The foremost limitation of this study is the small number of patients; however,the number of administrations for each patient (median = 13) and the cumulative dose of gadoxetate disodium (mean: 85.17 ml) is considerable. We acknowledge that there are no published reports on the use of gadoxetate disodium in evaluating the brain. Gadoxetate disodium was used for the whole-body surveillance of our patients in order to have the highest sensitivity in liver metastases detection, which is one of the most frequent sites.
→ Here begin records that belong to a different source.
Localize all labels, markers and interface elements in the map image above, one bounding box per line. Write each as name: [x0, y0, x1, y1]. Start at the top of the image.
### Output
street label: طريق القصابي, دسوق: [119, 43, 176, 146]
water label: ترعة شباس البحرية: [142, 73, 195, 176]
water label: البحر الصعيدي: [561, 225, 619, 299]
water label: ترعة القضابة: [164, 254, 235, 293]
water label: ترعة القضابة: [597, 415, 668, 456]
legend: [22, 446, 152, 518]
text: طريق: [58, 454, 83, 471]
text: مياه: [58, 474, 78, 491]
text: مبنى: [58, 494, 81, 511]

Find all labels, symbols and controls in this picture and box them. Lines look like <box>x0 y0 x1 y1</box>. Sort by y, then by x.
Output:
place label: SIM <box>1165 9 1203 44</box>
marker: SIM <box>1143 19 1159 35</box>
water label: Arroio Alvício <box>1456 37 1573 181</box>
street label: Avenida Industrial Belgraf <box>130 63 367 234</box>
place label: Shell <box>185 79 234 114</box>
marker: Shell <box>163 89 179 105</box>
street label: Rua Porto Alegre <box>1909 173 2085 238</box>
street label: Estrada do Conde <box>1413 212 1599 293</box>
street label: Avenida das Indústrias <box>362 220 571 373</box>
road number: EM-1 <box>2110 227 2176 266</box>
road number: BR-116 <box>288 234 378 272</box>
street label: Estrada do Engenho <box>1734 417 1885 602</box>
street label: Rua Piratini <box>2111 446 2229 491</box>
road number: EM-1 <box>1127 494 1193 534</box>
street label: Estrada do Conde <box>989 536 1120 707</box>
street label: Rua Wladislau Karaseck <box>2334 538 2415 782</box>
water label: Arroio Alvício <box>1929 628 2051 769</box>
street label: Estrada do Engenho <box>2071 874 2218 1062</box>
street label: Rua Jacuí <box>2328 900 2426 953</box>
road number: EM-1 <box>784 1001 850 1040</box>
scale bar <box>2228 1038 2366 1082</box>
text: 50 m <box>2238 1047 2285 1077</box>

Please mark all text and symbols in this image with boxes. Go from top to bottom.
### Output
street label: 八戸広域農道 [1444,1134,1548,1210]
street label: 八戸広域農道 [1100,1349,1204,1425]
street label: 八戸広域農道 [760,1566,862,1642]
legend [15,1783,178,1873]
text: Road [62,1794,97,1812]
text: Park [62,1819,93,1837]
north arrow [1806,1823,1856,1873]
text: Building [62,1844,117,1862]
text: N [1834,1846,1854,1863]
In addition, melanoma brain metastases are intrinsically bright and also contain blood products leading to brighter enhancement in brain images. Finally, we note that the T1 relaxivity of this contrast agent is almost twice in comparison to other GBCAs [29]. Furthermore, we highlight that CE-MRI was able to detect brain metastases with a diameter less than 10 millimeters in three out of 23 patients participating in the surveillance protocol. Finally, some of the enrolled patients could be treated with Ipilimumab that might represent a confounder.

In conclusion, our results demonstrated that multiple administrations of gadoxetate disodium are not associated with increased SI in DN and GP in melanoma patients with normal renal and liver functions.